(April 23, 2014) Anschutz Medical Campus - Michelle Marr remembers feeling some trepidation when she began human anatomy class, knowing what challenges lay ahead.
"I was nervous with the intrusion into the form that used to hold someone's life. I think ultimately I was just afraid of somehow being disrespectful."Her uneasiness faded
as she learned the muscles, nerves and ligaments of the body she had been assigned. When her first exam approached and she began to spend extra hours in lab, she noticed a new feeling surfacing.

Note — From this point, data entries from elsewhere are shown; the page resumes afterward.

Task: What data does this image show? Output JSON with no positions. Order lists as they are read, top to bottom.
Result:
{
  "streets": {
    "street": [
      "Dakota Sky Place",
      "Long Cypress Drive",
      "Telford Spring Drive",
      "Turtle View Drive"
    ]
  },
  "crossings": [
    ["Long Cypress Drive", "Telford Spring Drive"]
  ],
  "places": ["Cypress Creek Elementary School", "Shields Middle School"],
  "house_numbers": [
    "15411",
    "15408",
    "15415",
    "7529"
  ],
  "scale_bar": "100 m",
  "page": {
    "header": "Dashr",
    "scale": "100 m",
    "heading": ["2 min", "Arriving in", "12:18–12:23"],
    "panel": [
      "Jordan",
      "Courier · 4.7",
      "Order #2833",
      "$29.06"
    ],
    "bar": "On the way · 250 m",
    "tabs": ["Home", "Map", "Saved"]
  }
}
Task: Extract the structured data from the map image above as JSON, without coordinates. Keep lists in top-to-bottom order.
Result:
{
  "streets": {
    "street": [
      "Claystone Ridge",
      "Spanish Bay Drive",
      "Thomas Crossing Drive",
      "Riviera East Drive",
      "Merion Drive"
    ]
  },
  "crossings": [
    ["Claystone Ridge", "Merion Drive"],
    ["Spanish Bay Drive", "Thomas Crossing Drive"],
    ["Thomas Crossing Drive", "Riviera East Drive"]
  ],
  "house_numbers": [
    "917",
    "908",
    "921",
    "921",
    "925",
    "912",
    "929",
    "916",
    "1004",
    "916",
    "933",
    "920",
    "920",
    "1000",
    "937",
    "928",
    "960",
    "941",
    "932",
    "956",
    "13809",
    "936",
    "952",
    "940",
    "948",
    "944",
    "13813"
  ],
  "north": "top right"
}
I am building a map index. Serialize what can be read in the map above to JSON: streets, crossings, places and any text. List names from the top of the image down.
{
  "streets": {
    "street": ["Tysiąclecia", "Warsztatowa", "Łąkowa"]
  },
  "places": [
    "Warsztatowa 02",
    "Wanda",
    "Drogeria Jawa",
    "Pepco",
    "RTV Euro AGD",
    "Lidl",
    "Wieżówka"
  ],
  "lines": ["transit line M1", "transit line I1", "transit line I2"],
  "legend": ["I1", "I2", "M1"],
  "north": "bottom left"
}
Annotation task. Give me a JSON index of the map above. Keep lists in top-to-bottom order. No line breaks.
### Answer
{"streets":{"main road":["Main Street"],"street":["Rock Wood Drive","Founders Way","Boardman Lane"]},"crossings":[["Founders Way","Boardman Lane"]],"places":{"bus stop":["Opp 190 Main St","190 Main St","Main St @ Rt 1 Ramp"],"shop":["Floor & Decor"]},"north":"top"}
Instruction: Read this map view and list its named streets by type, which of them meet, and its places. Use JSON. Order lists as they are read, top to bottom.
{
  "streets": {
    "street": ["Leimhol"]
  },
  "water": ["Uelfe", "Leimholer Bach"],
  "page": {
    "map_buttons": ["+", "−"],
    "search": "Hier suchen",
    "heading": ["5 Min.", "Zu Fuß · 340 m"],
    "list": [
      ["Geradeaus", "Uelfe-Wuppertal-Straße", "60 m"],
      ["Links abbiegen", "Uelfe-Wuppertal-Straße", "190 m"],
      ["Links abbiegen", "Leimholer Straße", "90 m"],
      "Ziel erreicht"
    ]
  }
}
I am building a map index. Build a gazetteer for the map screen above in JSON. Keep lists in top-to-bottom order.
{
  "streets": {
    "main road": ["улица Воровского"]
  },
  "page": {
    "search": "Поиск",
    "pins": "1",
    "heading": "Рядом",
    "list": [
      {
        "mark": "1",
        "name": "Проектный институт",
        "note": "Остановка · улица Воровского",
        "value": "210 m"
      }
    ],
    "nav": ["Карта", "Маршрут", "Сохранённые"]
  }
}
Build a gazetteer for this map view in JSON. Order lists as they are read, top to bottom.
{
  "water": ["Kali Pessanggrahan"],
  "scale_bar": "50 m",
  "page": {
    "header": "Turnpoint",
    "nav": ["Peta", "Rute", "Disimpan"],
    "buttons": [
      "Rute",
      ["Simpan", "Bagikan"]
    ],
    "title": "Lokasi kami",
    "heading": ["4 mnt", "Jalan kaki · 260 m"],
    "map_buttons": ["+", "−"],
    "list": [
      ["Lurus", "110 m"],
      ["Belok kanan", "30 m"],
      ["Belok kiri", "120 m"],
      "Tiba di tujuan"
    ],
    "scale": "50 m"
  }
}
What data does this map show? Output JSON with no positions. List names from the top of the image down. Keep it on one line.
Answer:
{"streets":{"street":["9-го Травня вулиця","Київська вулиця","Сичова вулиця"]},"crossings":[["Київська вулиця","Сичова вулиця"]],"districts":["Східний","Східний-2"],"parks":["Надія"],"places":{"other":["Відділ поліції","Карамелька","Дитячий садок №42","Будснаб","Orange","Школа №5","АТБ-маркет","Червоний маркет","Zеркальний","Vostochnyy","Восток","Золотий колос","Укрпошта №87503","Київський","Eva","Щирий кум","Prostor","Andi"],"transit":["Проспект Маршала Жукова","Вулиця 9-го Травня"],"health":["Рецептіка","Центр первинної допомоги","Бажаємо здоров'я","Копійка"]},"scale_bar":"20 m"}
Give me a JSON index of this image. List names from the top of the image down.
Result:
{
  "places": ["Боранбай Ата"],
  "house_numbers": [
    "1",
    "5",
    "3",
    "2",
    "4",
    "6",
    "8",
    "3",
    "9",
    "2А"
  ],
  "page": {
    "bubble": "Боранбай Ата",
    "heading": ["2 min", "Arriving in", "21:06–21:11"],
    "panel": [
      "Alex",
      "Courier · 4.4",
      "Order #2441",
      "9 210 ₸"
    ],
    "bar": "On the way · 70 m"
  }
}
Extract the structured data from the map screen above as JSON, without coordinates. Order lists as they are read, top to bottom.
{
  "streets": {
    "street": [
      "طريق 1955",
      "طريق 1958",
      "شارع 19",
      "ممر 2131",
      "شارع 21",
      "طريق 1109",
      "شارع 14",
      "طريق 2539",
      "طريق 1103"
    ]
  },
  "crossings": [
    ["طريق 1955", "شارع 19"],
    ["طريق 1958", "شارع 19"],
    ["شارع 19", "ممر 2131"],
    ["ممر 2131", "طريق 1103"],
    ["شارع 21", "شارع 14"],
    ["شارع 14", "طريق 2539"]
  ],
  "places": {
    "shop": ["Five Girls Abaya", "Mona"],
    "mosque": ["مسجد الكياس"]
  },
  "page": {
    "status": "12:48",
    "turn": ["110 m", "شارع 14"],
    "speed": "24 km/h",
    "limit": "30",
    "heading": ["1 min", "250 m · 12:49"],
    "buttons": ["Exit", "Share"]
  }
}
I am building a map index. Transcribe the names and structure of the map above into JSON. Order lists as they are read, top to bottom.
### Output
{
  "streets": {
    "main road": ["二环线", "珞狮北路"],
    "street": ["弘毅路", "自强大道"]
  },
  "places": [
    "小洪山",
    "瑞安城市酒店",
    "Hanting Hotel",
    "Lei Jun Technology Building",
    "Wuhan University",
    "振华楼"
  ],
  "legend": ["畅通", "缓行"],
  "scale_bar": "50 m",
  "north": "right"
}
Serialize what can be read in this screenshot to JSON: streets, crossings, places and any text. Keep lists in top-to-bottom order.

It happened while she was in lab after hours with several other students. The room grew too crowded so she decided to move to a different donor body to continue her work.
"I found I was hesitant to leave. And a feeling of protectiveness came over me. I felt like I had to stay to protect the person I'd been working on."
She realized that she "had grown a fondness for someone who I'd never known while they were alive."
Marr, a physical therapy
class of 2016 student, was one of several health sciences students to speak to an audience of more than 250 friends and family of donors and fellow students at the annual Donor Memorial Ceremony at Anschutz Medical Campus.
For Whitney Sumner, medical student class of 2017, the ceremony created a dialogue she longed for in her days in anatomy lab. "We felt a connection to our donors. They became integral parts of our lives. They taught us what it means to be human."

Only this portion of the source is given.